Forty Days To Go: For me, Hallowe’en starts today


The worst day of the Salem Witch Trials came on September 22, 1692, three hundred and twenty nine years ago today.  Twenty victims were murdered by religious fanatics between June and October that year, eight of them on a single day.  It likely would have continued had Governor Phips not had his Joseph Welch moment, a moment that made everyone stop and look at what they were doing, the harm they were causing.  The trials ended by October 29, 1692.

I hereby declare that as soon as I came from fighting … and understood what danger some of their innocent subjects might be exposed to, if the evidence of the afflicted persons only did prevaile either to the committing or trying any of them, I did before any application was made unto me about it put a stop to the proceedings of the Court and they are now stopt till their Majesties pleasure be known.

The title is because September 22 to October 31 is forty days inclusive.

History.com: Salem Witch Trials

Smithsonian Mag: A Brief History of the Salem Witch Trials

Salem.org: Witch Trials of 1692

Is there really any difference between the rabble that wanted to burn witches centuries ago, and the rabble today that want ignore scientific reality, actively seeking to spread a preventable disease?  The violent and fanatics of today may not be spreading fire, but they’re just as damaging with their spittle.

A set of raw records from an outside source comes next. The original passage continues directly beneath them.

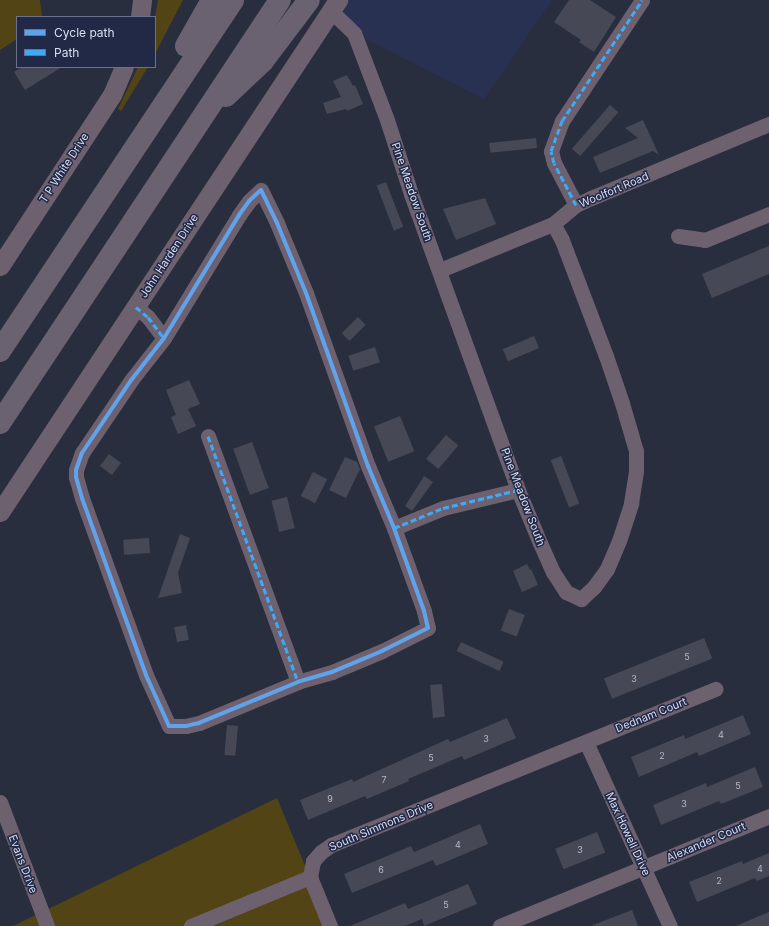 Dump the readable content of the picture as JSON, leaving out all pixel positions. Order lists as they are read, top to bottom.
{
  "streets": {
    "street": [
      "T P White Drive",
      "Woolfort Road",
      "Pine Meadow South",
      "John Harden Drive",
      "Dednam Court",
      "South Simmons Drive",
      "Max Howell Drive",
      "Alexander Court",
      "Evans Drive"
    ]
  },
  "crossings": [
    ["Woolfort Road", "Pine Meadow South"],
    ["Pine Meadow South", "John Harden Drive"],
    ["Dednam Court", "South Simmons Drive"],
    ["Dednam Court", "Max Howell Drive"],
    ["South Simmons Drive", "Max Howell Drive"],
    ["Max Howell Drive", "Alexander Court"]
  ],
  "house_numbers": [
    "5",
    "3",
    "4",
    "3",
    "2",
    "5",
    "7",
    "5",
    "9",
    "3",
    "4",
    "3",
    "4",
    "6",
    "2",
    "5"
  ],
  "legend": ["Cycle path", "Path"]
} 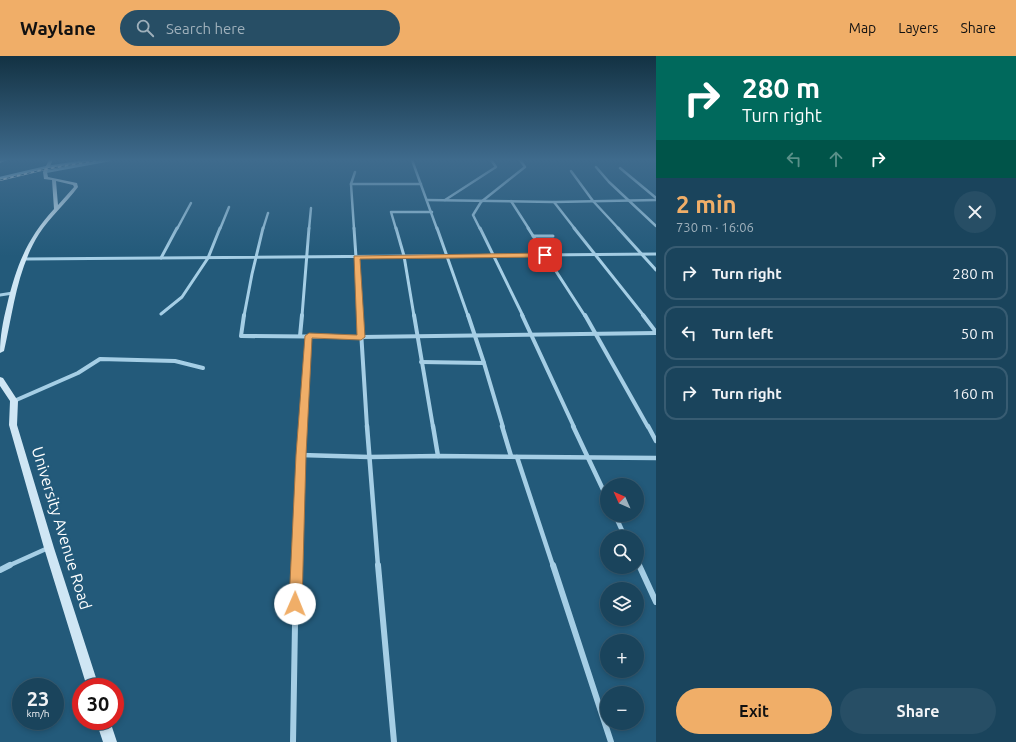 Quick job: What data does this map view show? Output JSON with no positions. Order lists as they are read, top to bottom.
{
  "streets": {
    "main road": ["University Avenue Road"]
  },
  "north": "top left",
  "page": {
    "header": "Waylane",
    "search": "Search here",
    "nav": ["Map", "Layers", "Share"],
    "turn": ["280 m", "Turn right"],
    "heading": ["2 min", "730 m · 16:06"],
    "list": [
      {
        "name": "Turn right",
        "value": "280 m"
      },
      {
        "name": "Turn left",
        "value": "50 m"
      },
      {
        "name": "Turn right",
        "value": "160 m"
      }
    ],
    "map_buttons": ["+", "−"],
    "speed": "23 km/h",
    "limit": "30",
    "buttons": ["Exit", "Share"]
  }
} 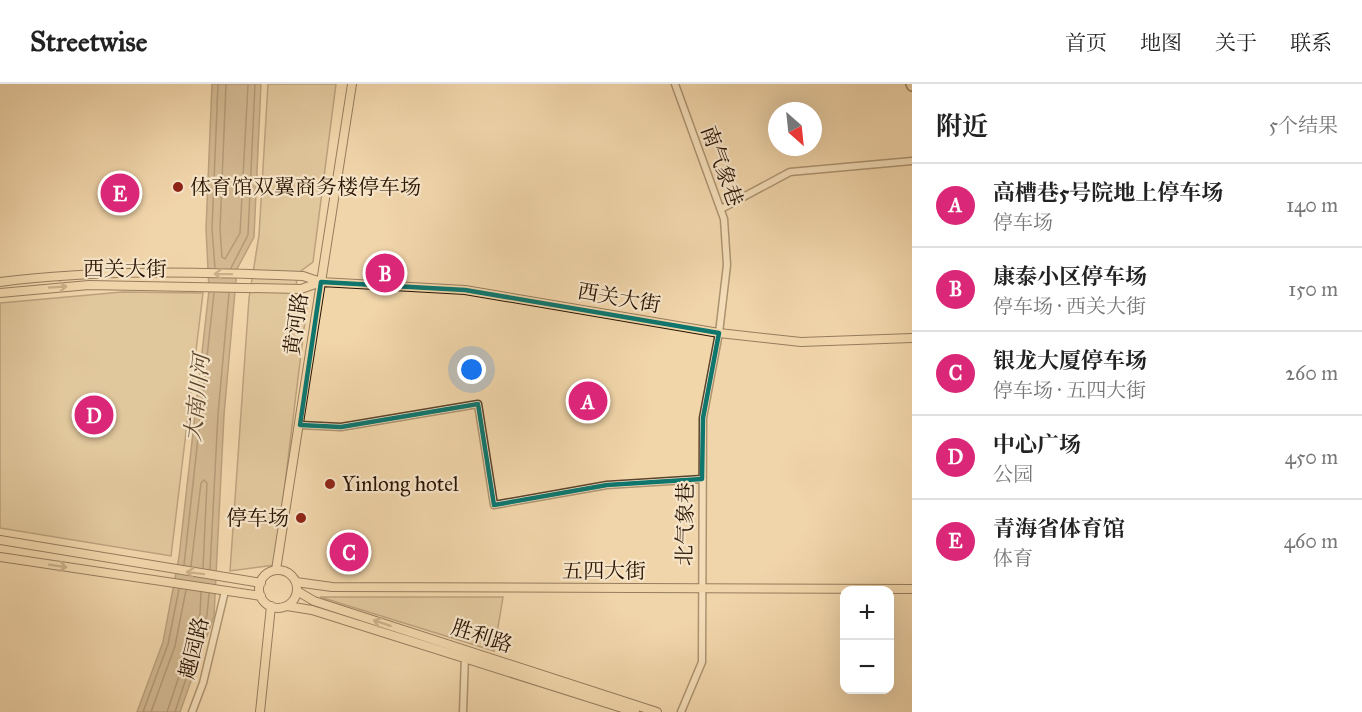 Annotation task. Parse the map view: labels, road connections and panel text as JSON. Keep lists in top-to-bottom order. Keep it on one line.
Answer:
{"streets":{"main road":["西关大街","黄河路","五四大街","胜利路"],"street":["南气象巷","北气象巷","趣园路"]},"crossings":[["南气象巷","西关大街"],["南气象巷","北气象巷"],["西关大街","黄河路"],["西关大街","北气象巷"],["黄河路","五四大街"],["黄河路","胜利路"],["北气象巷","五四大街"],["五四大街","胜利路"]],"water":["大南川河"],"places":["体育馆双翼商务楼停车场","Yinlong hotel","停车场"],"north":"bottom right","page":{"header":"Streetwise","nav":["首页","地图","关于","联系"],"heading":["附近","5个结果"],"list":[{"mark":"A","name":"高槽巷5号院地上停车场","note":"停车场","value":"140 m"},{"mark":"B","name":"康泰小区停车场","note":"停车场 · 西关大街","value":"150 m"},{"mark":"C","name":"银龙大厦停车场","note":"停车场 · 五四大街","value":"260 m"},{"mark":"D","name":"中心广场","note":"公园","value":"450 m"},{"mark":"E","name":"青海省体育馆","note":"体育","value":"460 m"}],"pins":["E","B","A","D","C"],"map_buttons":["+","−"]}} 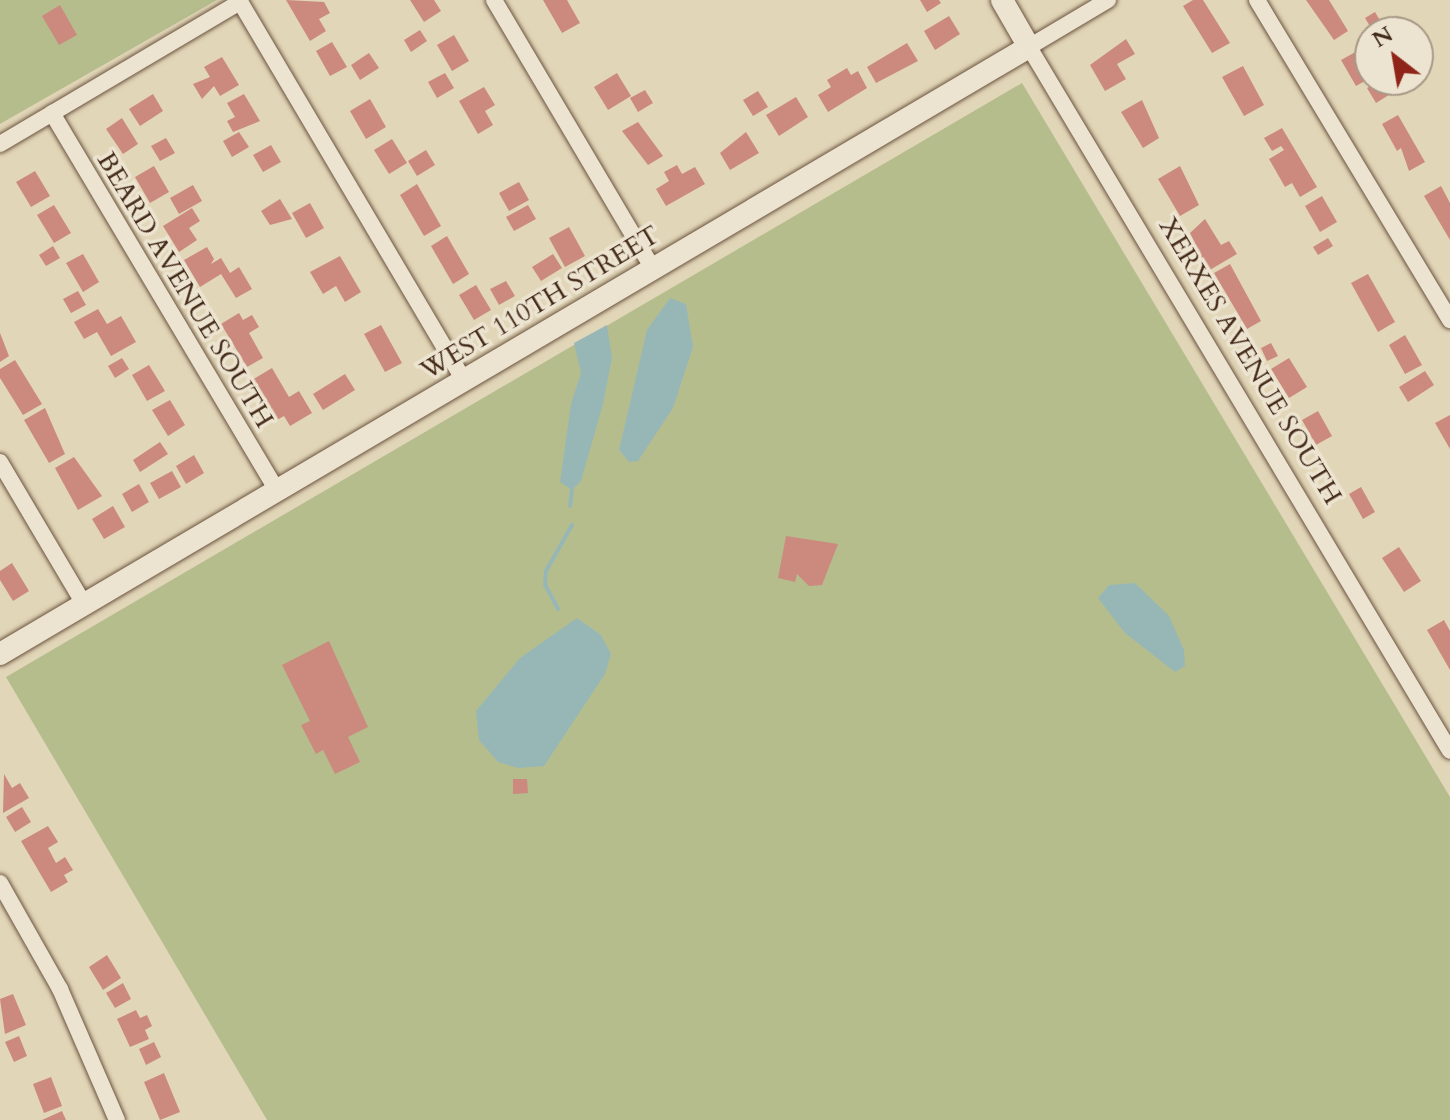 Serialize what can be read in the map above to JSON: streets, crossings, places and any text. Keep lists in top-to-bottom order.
{
  "streets": {
    "street": ["BEARD AVENUE SOUTH", "WEST 110TH STREET", "XERXES AVENUE SOUTH"]
  },
  "crossings": [
    ["BEARD AVENUE SOUTH", "WEST 110TH STREET"],
    ["WEST 110TH STREET", "XERXES AVENUE SOUTH"]
  ],
  "north": "top left"
} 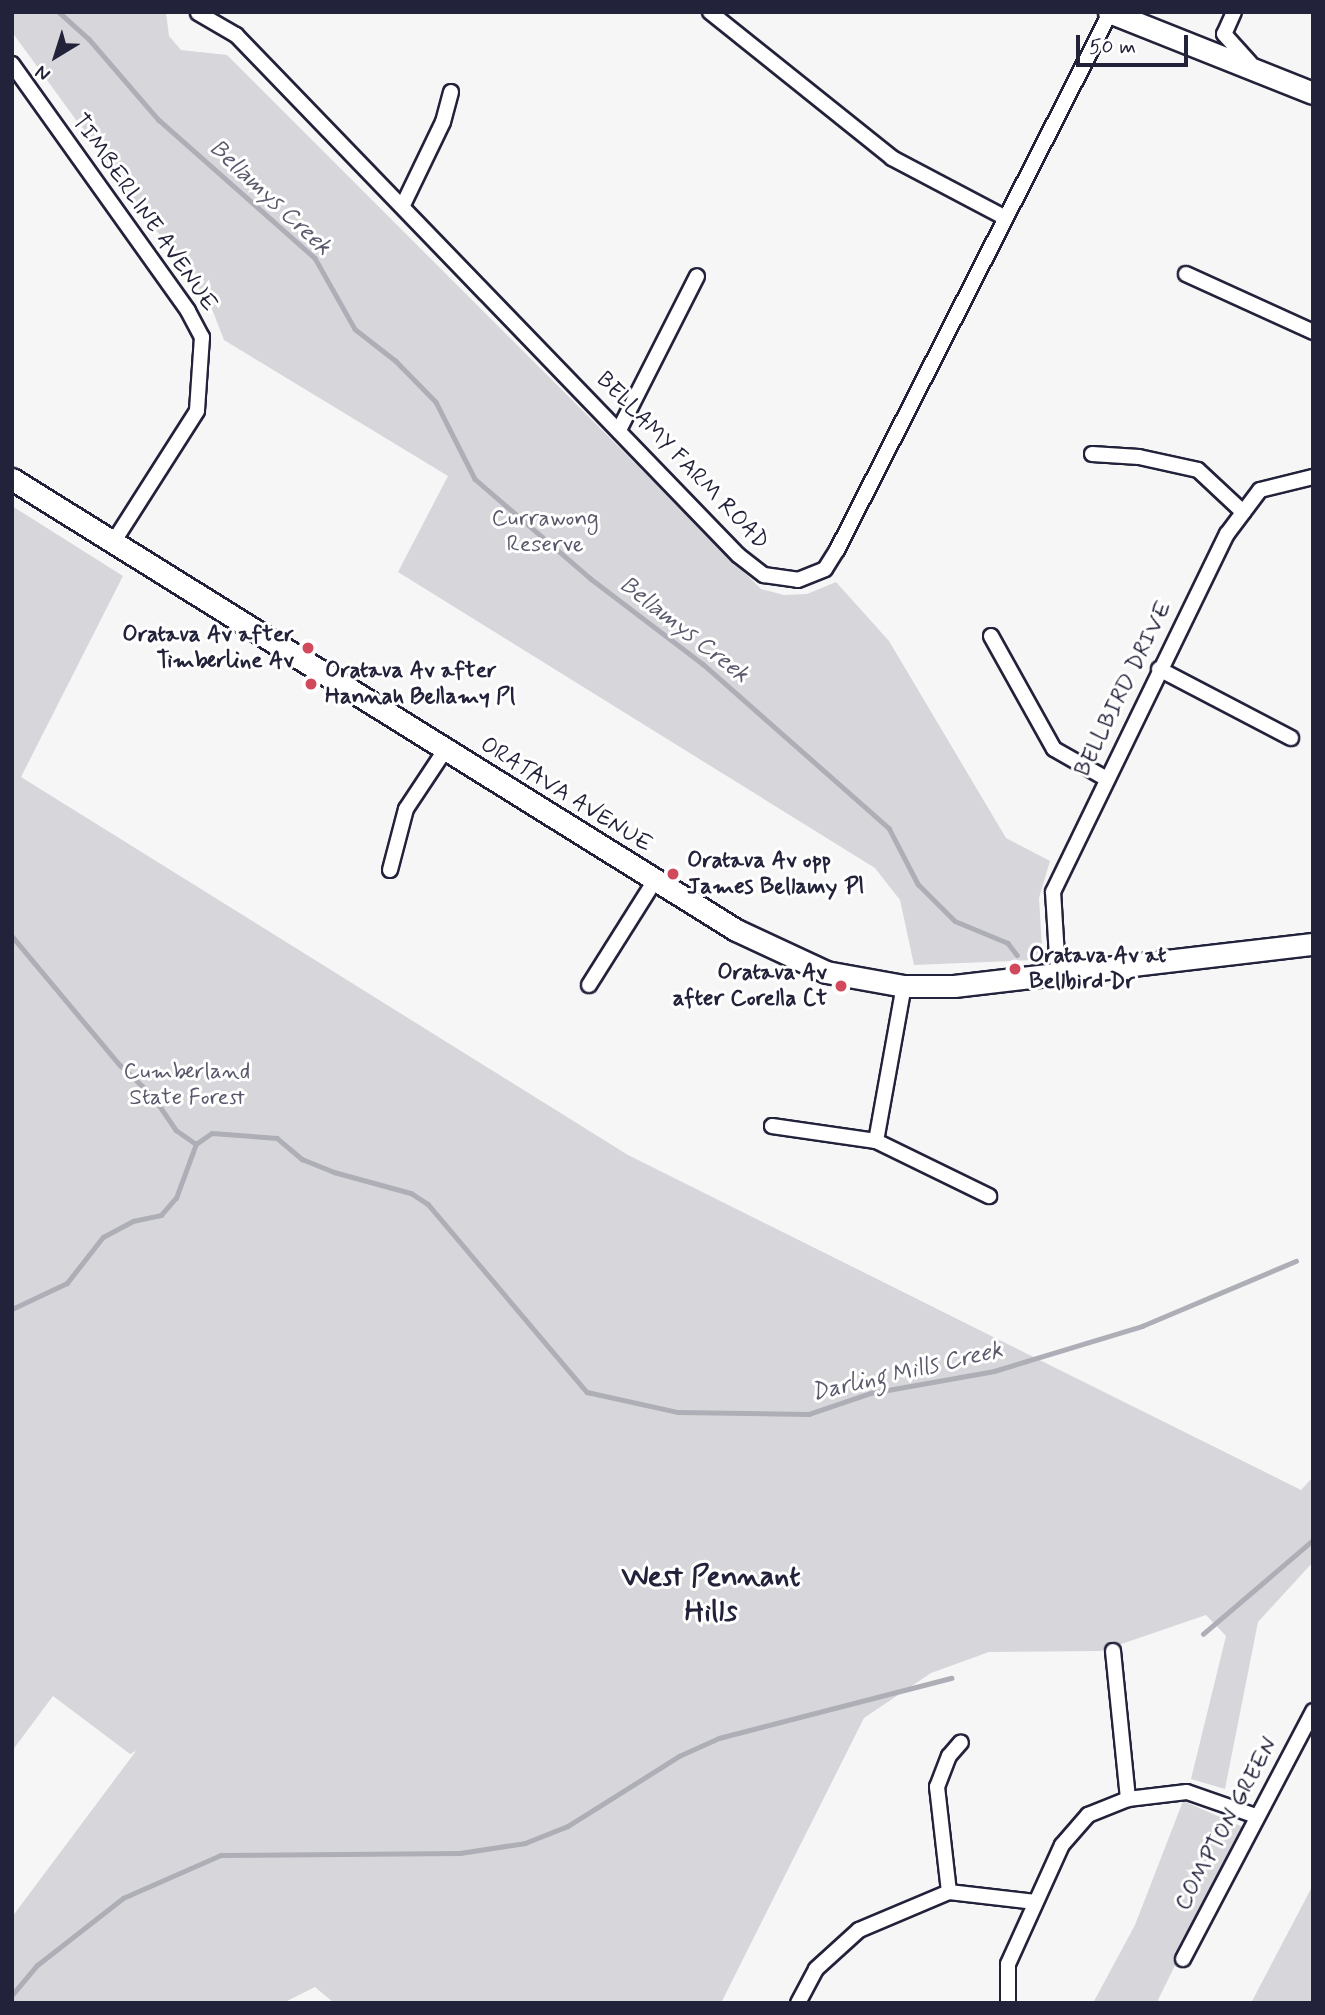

According to The Lancet, well over a million children worldwide have been left orphaned (both or their single parent dying) due to COVID-19, and over half a million more lost one parent.  And that’s only from official estimates; unofficial tallies from India suggest five million more people died than official figures, not counted because they didn’t die in hospitals.  They make Desantis’s fake numbers in Florida look like a minor bookkeeping error.  How many more million innocent victims will die and be left orphans before the pandemic starts to slow in 2022 or 2023?

 


 

In 1918, Sara Teasdale wrote and published a poem entitled, “There Will Come Soft Rains”, about the end of World War I.  While she was writing about war, she could have as easily been (and likely was) talking about the millions killed by the pandemic.  It seemed fitting, even if it has nothing to do with Hallowe’en.

"There Will Come Soft Rains"

There will come soft rains and the smell of the ground,
And swallows circling with their shimmering sound;

And frogs in the pools singing at night,
And wild plum-trees in tremulous white;

Robins will wear their feathery fire
Whistling their whims on a low fence-wire;

And not one will know of the war, not one
Will care at last when it is done.

Not one would mind, neither bird nor tree
If mankind perished utterly;

And Spring herself, when she woke at dawn,
Would scarcely know that we were gone.